IT’S Saturday morning, 6.30am and 6 degrees. We’re at the base of the Yang Yang Ranges in the outer Barcoo, at the tiny outback town of Yaraka, population 16.
Despite 12mm of rain yesterday, which muddied the roads and raised concern about traffic getting in, it has dried out, and all but one of the 16 people booked for a weekend photography course – backed by Arts Queensland’s Regional Arts Development Fund and the Longreach Regional Council – will make it to town.
Those of us already here race off before sunrise to the base of Mt Slocombe, a rocky escarpment overlooking the town.
Cloaked in fog and surrounded by Mitchell grass downs country and gidgee trees, we are spell-bound by the outback panorama.
The landscape is flecked with cattle and horses, windmills, corrugated iron sheds, abandoned machinery, rustic vehicles; and there are eagles, hawks, emus and wallabies – throngs of them.
I’m so excited; in my rush to get snapping I drop a lens and it smashes on the thin strip of bitumen.
After breakfast at the Yaraka pub, run by new owners Christopher and Gerry Gimblett and their son Nick, we start work in the town hall, right next to the Flying Doctors facility, where fortnightly clinics are held.
Photographers of all levels are here to jump-start their creativity, learn new ways of looking at the world to enhance their images, and essentially, to hone their photography skills with like-minded buffs. And what a place to do this.
It dawns on me, here in Yaraka, that the photographic workshop is a great vacation option. As people become increasingly refined travellers and storytellers, they want to do more with their photography.
Spending time in a place that offers unique photographic opportunities is not only a great way to learn, but also a chance to experience something extraordinary with others.

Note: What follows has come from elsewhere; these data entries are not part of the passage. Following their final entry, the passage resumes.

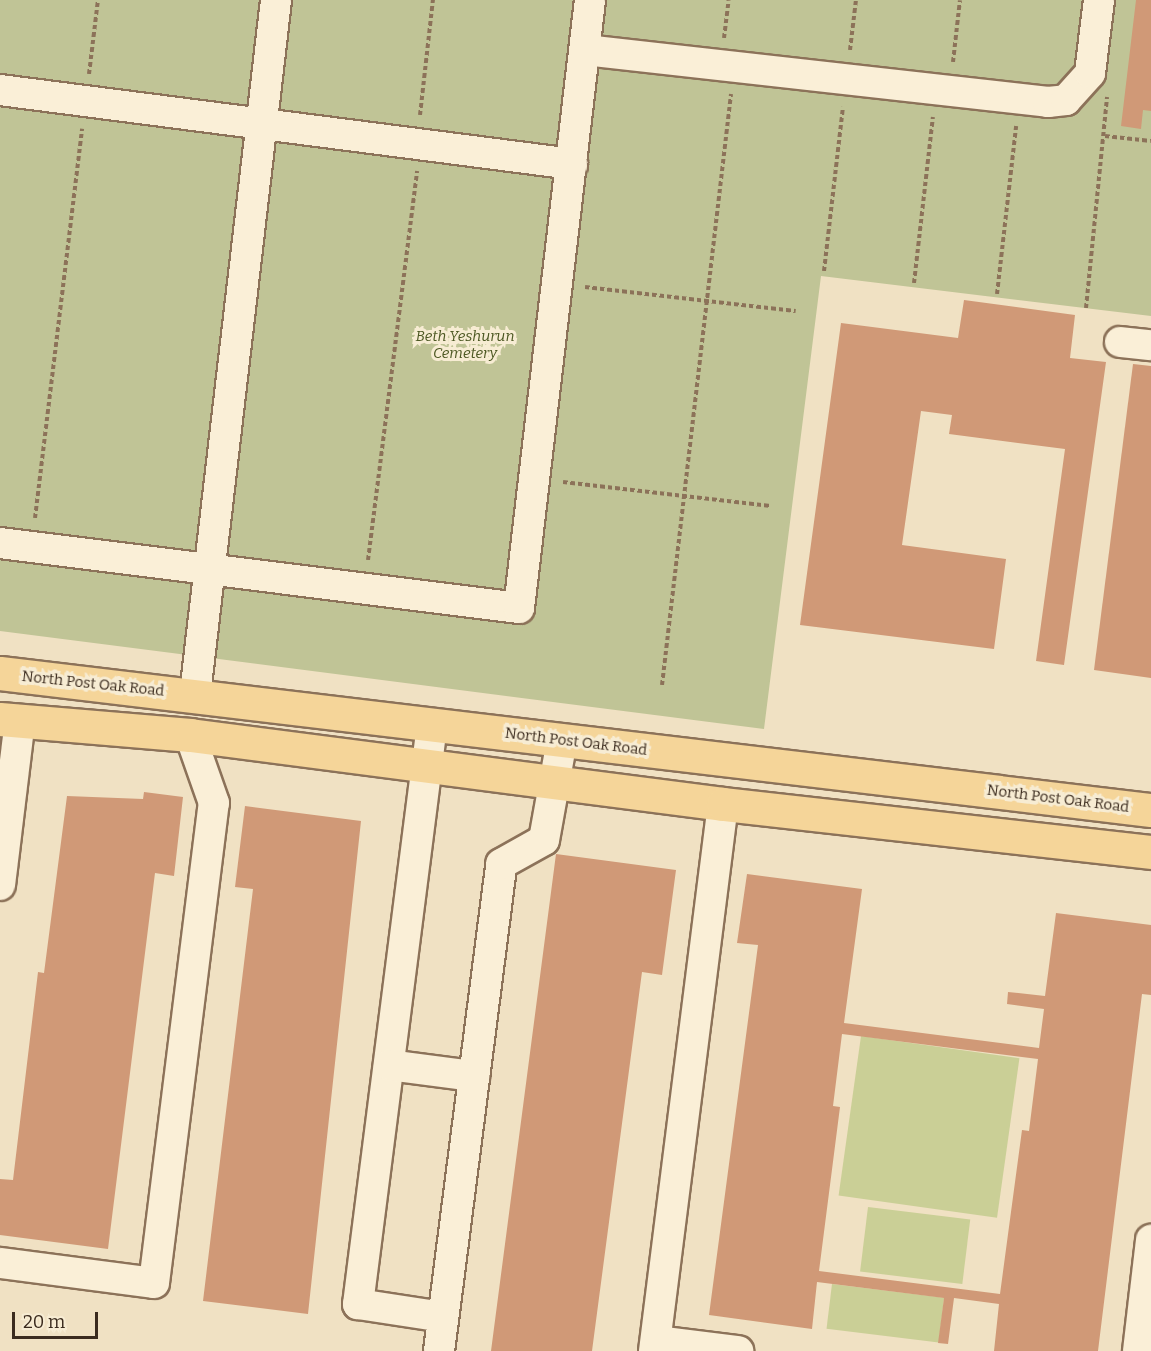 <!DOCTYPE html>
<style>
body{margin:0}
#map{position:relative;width:1151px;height:1351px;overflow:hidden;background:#f0e1c3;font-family:Bitter,serif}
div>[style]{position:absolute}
.green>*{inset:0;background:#cacf96;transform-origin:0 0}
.cemetery>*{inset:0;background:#c0c496}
.building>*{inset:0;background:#d09977}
.path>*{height:4px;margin-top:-2px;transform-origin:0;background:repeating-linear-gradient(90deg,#8c7259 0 4.5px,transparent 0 7.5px)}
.roads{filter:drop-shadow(2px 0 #8c7259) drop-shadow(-2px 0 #8c7259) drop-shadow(0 2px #8c7259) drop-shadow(0 -2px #8c7259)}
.minor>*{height:30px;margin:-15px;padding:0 15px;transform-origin:15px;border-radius:15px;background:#faefd7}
.major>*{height:33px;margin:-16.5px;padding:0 16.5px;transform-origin:16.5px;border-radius:16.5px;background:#f5d599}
span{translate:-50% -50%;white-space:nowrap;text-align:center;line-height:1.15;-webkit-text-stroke:6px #f7ecd3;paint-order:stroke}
.park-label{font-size:15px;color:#4d5823;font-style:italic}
.street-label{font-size:15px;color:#3b2b1e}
.scale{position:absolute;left:12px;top:1312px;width:86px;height:27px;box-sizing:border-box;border:3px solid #3b2b1e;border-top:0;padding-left:8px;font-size:18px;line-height:21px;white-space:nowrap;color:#3b2b1e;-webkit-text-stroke:4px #f7ecd3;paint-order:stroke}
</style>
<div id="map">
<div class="green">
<i style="left:861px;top:1036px;width:160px;height:161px;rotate:8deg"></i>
<i style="left:868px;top:1207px;width:103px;height:65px;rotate:7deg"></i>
<i style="left:832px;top:1284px;width:113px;height:45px;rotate:7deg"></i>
</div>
<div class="cemetery">
<i style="clip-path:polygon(0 0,1151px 0,1151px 316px,821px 276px,764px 729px,0 631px)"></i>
</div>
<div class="building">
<i style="clip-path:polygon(1136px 0,1151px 0,1151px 111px,1143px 110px,1141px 129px,1121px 126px)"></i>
<i style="clip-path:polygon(964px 300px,1075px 315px,1070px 358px,1106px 362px,1064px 665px,1036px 661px,1065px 449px,949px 434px,952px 415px,921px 411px,902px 545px,1006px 559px,994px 649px,800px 625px,841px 323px,958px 338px)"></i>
<i style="clip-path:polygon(1133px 364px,1151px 366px,1151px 678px,1094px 670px)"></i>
<i style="clip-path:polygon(144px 792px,183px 797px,174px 876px,155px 873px,108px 1249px,0 1235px,0 1179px,13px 1180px,38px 972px,44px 973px,67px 796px,143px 799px)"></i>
<i style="clip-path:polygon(245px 806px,361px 821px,308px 1314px,203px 1301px,253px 889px,235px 887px)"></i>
<i style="clip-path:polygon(556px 854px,676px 870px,662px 975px,642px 972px,592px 1351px,491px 1351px)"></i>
<i style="clip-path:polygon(evenodd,747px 874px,862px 889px,844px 1023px,1039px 1048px,1044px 1009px,1007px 1004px,1008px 992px,1045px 996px,1056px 913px,1151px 925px,1151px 995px,1142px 994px,1098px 1351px,994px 1351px,999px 1304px,954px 1298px,948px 1344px,938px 1343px,944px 1298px,817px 1282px,812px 1329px,709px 1315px,758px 945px,737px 943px,747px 874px,842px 1034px,1038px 1059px,1029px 1131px,1022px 1130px,1000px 1294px,819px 1271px,840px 1107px,833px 1106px,842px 1034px)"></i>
</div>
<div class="path">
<i style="left:724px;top:38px;width:38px;rotate:-83deg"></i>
<i style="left:850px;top:50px;width:50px;rotate:-83.2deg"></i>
<i style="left:953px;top:62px;width:62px;rotate:-83.6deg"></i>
<i style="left:89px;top:74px;width:75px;rotate:-83.1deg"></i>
<i style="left:420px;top:115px;width:116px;rotate:-83.6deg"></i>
<i style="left:1105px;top:136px;width:46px;rotate:6.2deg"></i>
<i style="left:824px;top:271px;width:165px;rotate:-83.4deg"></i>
<i style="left:914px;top:283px;width:167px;rotate:-83.5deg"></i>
<i style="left:585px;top:287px;width:212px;rotate:6.5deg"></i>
<i style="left:997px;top:294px;width:169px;rotate:-83.5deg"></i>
<i style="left:1086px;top:308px;width:212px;rotate:-84.3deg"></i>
<i style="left:563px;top:482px;width:209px;rotate:6.6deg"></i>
<i style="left:35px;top:518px;width:392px;rotate:-83.1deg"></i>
<i style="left:368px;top:560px;width:392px;rotate:-82.8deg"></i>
<i style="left:662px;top:685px;width:595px;rotate:-83.34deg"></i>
</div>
<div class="roads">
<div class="minor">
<i style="left:585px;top:50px;width:466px;rotate:6.4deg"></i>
<i style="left:1048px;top:102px;width:18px;rotate:-6deg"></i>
<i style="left:1066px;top:100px;width:36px;rotate:-48deg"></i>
<i style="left:1090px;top:73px;width:74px;rotate:-83deg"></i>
<i style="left:0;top:90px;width:577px;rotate:7.37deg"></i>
<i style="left:1120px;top:342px;width:31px;rotate:6deg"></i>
<i style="left:0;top:543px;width:523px;rotate:7.14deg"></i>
<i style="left:519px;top:608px;width:612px;rotate:-83.34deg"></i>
<i style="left:195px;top:694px;width:699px;rotate:-83.34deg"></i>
<i style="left:432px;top:725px;width:584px;rotate:97.28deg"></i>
<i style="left:358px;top:1304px;width:86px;rotate:8.7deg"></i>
<i style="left:0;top:885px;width:166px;rotate:-83.1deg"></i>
<i style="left:389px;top:1065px;width:86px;rotate:7.4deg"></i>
<i style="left:0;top:1263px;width:155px;rotate:7.4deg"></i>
<i style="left:154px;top:1283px;width:484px;rotate:-82.9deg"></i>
<i style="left:214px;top:803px;width:72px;rotate:-109.4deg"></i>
<i style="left:656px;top:1341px;width:83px;rotate:7deg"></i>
<i style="left:439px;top:1351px;width:491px;rotate:-82.7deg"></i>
<i style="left:501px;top:864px;width:49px;rotate:-29.2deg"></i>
<i style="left:544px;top:840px;width:102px;rotate:-79.8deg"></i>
<i style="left:654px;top:1351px;width:551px;rotate:-82.81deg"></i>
<i style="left:1138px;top:1351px;width:112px;rotate:-83.3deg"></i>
</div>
<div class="major">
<i style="left:0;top:673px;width:1159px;rotate:6.79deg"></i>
<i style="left:0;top:719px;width:191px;rotate:4.8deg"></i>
<i style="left:190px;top:735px;width:537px;rotate:7.38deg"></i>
<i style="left:723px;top:804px;width:431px;rotate:6.4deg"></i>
</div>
</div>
<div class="park-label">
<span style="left:465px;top:345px">Beth Yeshurun<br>Cemetery</span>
</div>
<div class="street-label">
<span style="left:93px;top:684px;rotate:6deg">North Post Oak Road</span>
<span style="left:576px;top:742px;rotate:7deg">North Post Oak Road</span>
<span style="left:1058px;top:799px;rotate:7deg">North Post Oak Road</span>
</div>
<div class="scale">20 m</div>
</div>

Workshop participant David Freeman from Longreach says all considerations aside, a workshop is a great excuse to go out and shoot photos for an entire weekend.
“It’s always nice to share information and ideas with others, and the motivation levels get a real spike,” he says.
After a morning of tuition and with a focus on portraiture, the afternoon is spent taking people shots. Candid outback character Alan Milton volunteered to pose, enabling us to capture some remarkable images. And we find endless extraordinary locations around town for myriad portrait opportunities.
Late afternoon we head up to the top of Mt Slocombe for the 360-degree panoramic view, sunset shots, silhouettes and landscapes.
The excitement is palpable andwe stay until dark.
Tonight the Yaraka Pub is packed with local and visiting photographers and station hands from surrounding properties who are in for a Saturday night at the pub.
The food is fabulous and with a good selection of wine and beer on tap, the conversation is lively.
In a remote place and without mobile phone coverage, we’re acutely aware of time and place, and feel lucky to be here.
Sunday morning and it’s out for more sunrise shots, portraits, abandoned trucks, landscapes, sheds, railway station and more.
Photography workshop co-ordinator Mary Killeen, from
Navarra Station, 56km south-west of Yaraka, says it’s great to share different perspectives and to pick up new skills.
“Times like these allow us to learn a great deal, particularly from each other,” she said.